The statute does not say expressly that only a legal or beneficial owner of an exclusive right is entitled to sue. But, under traditional principles of statutory interpretation, Congress' explicit listing of who may sue for copyright infringement should be understood as an exclusion of others from suing for infringement. The doctrine of expressio unius est exclusio alterius"as applied to statutory interpretation creates a presumption that when a statute designates certain persons, things, or manners of operation, all omissions should be understood as exclusions." Boudette v. Barnette, 923 F.2d 754, 756-57 (9th Cir.1991).

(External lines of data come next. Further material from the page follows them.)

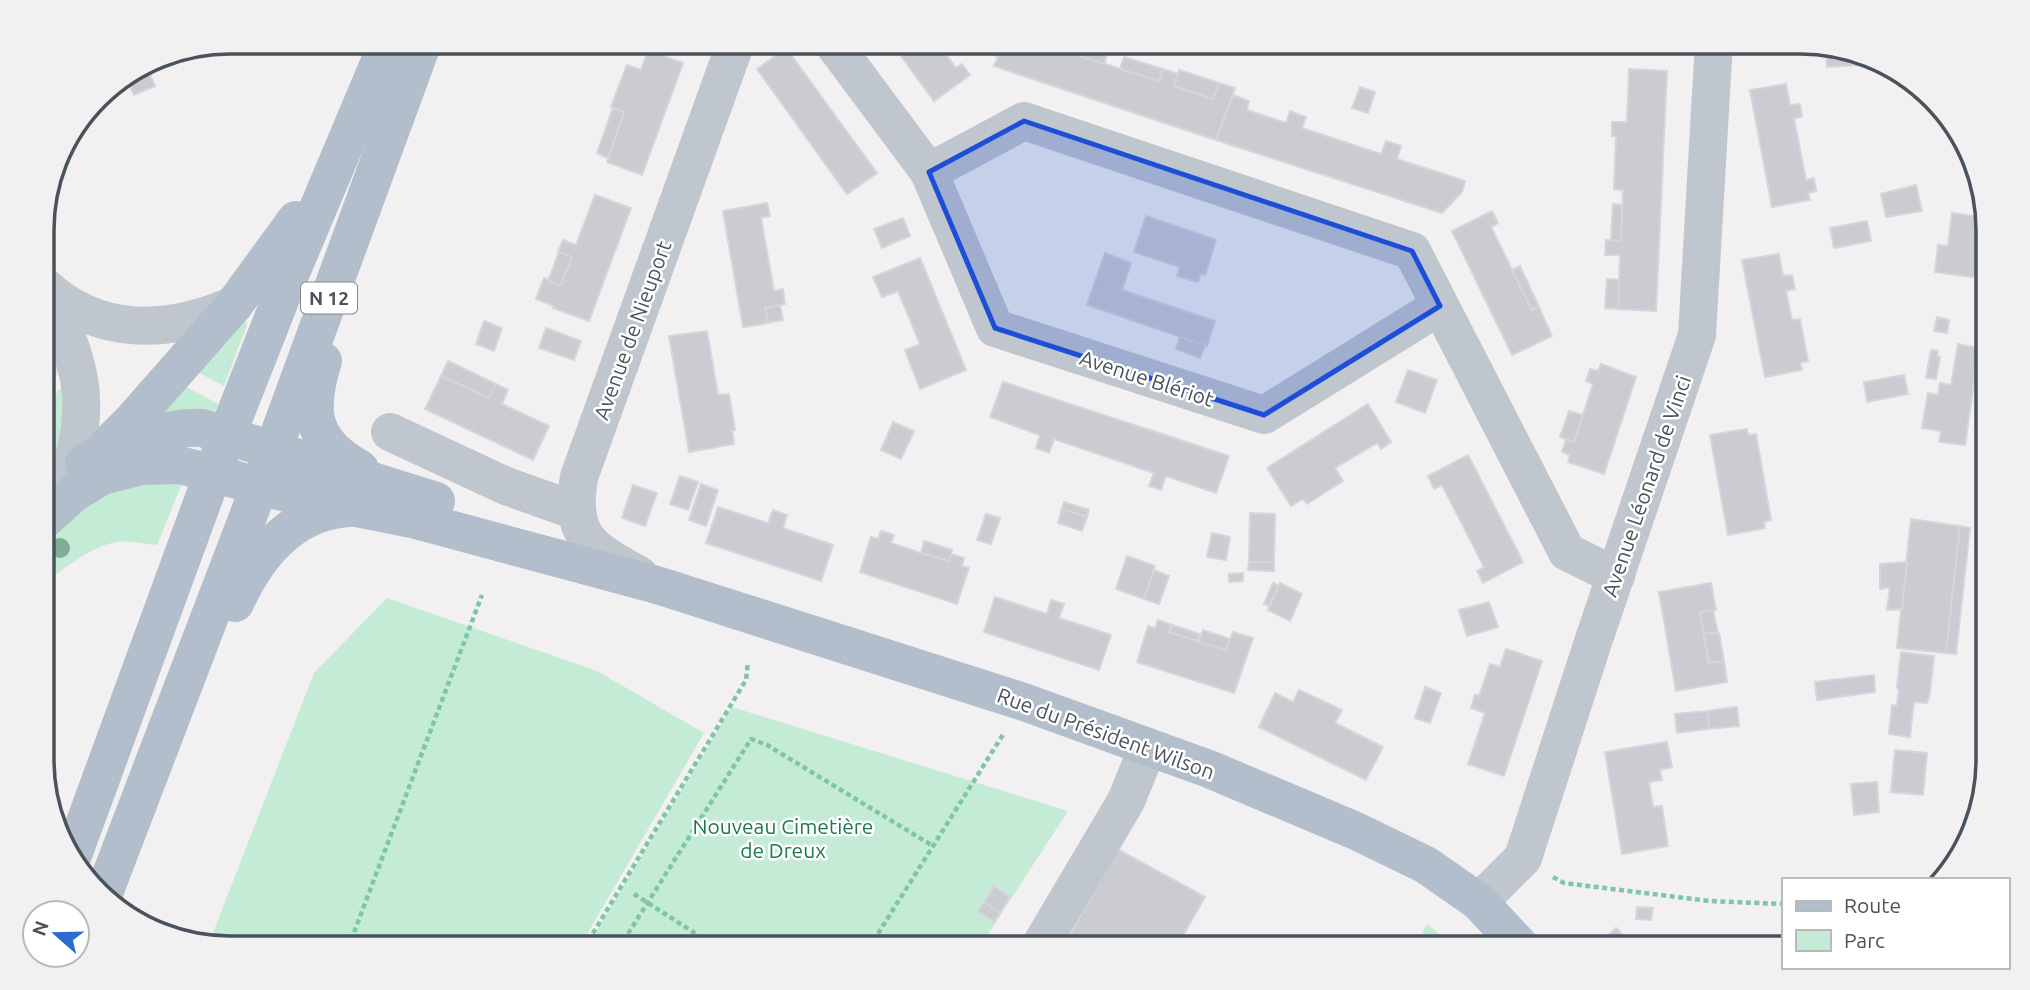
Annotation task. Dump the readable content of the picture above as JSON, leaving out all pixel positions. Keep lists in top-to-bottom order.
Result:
{
  "streets": {
    "main road": ["N 12", "Rue du Président Wilson"],
    "street": ["Avenue de Nieuport", "Avenue Blériot", "Avenue Léonard de Vinci"]
  },
  "crossings": [
    ["Avenue Léonard de Vinci", "Rue du Président Wilson"]
  ],
  "parks": ["Nouveau Cimetière de Dreux"],
  "legend": ["Route", "Parc"],
  "north": "left"
}
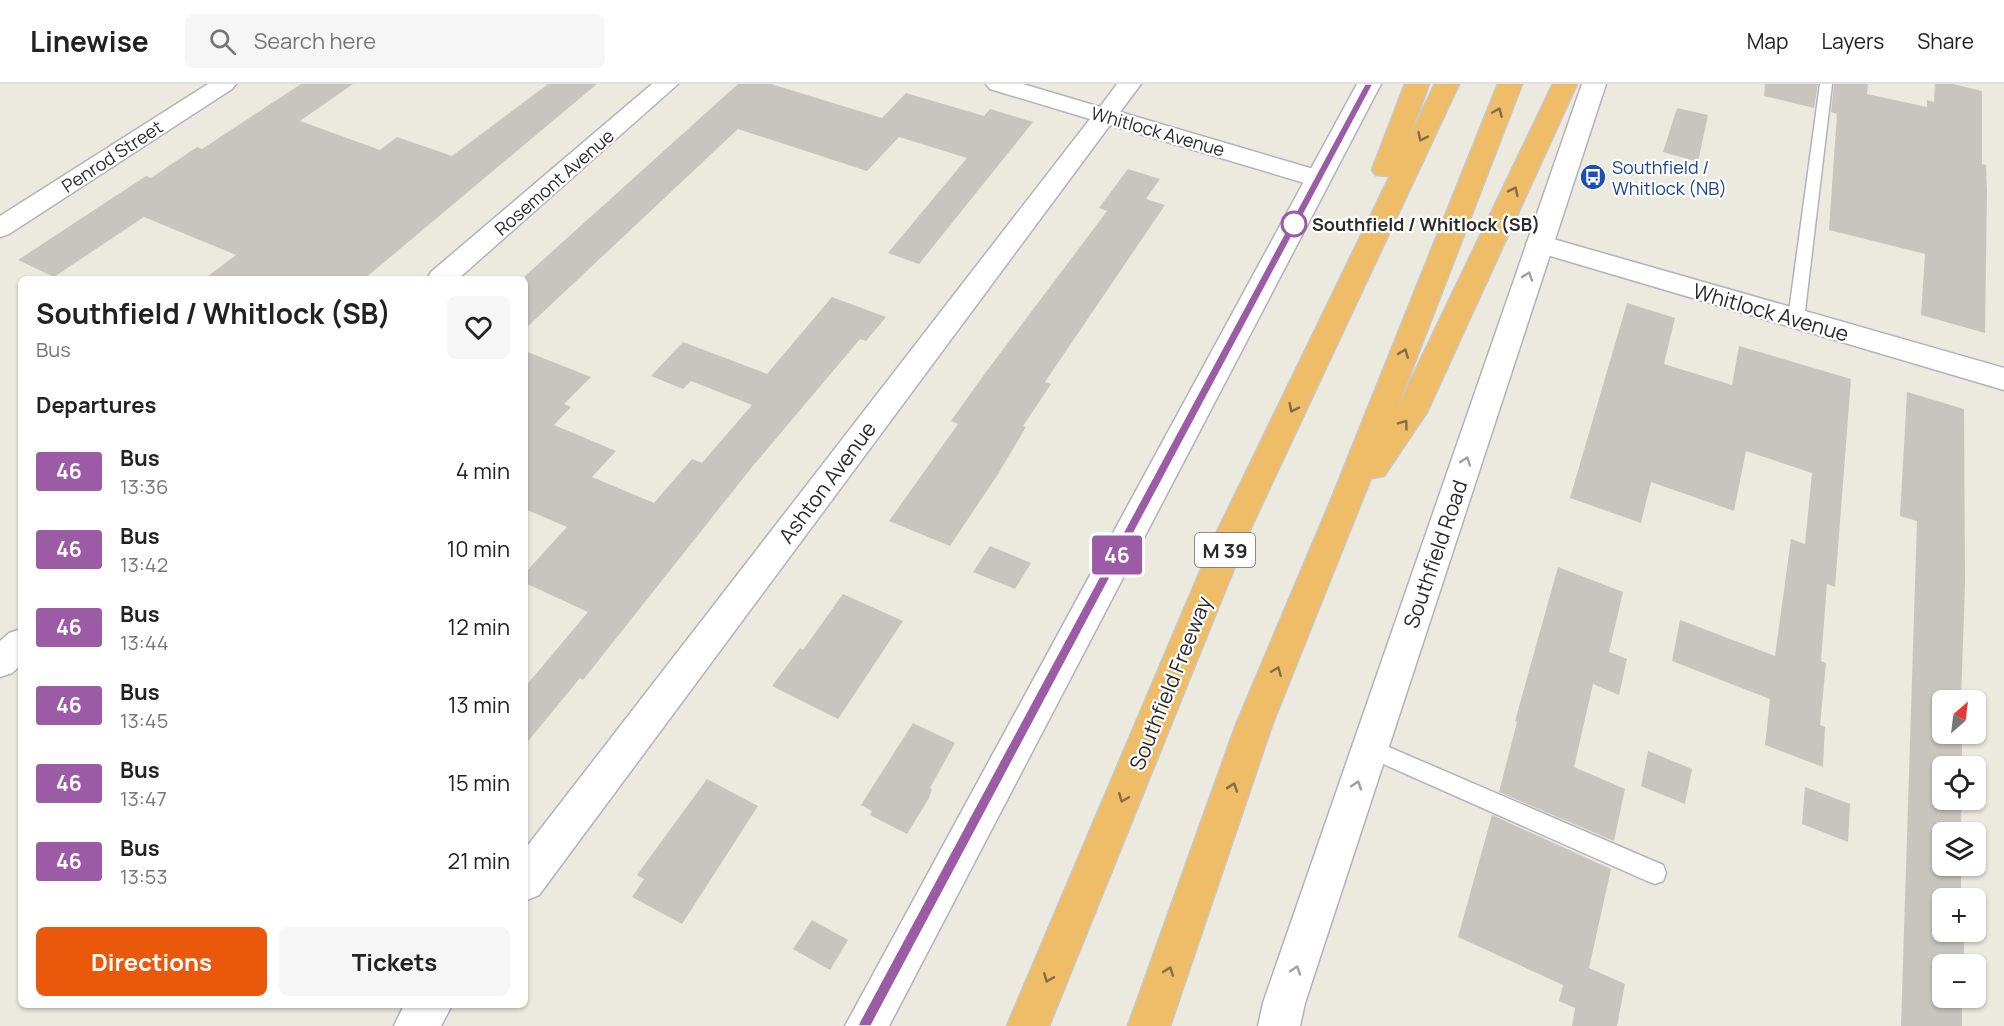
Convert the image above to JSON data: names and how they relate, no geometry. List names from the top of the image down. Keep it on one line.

There are two particularly important reasons to apply such a presumption here. First, we are mindful of the principle with which we began our discussion: Copyright is a creature of statute, so we will not lightly insert common law principles that Congress has left out. Second, the durational limitation in § 501(b) shows that Congress restricted even the legal or beneficial owner of a copyright; the owner is not entitled to sue unless the alleged infringement occurred "while he or she [was] the owner of it." In other words, Congress' grant of the right to sue was carefully circumscribed.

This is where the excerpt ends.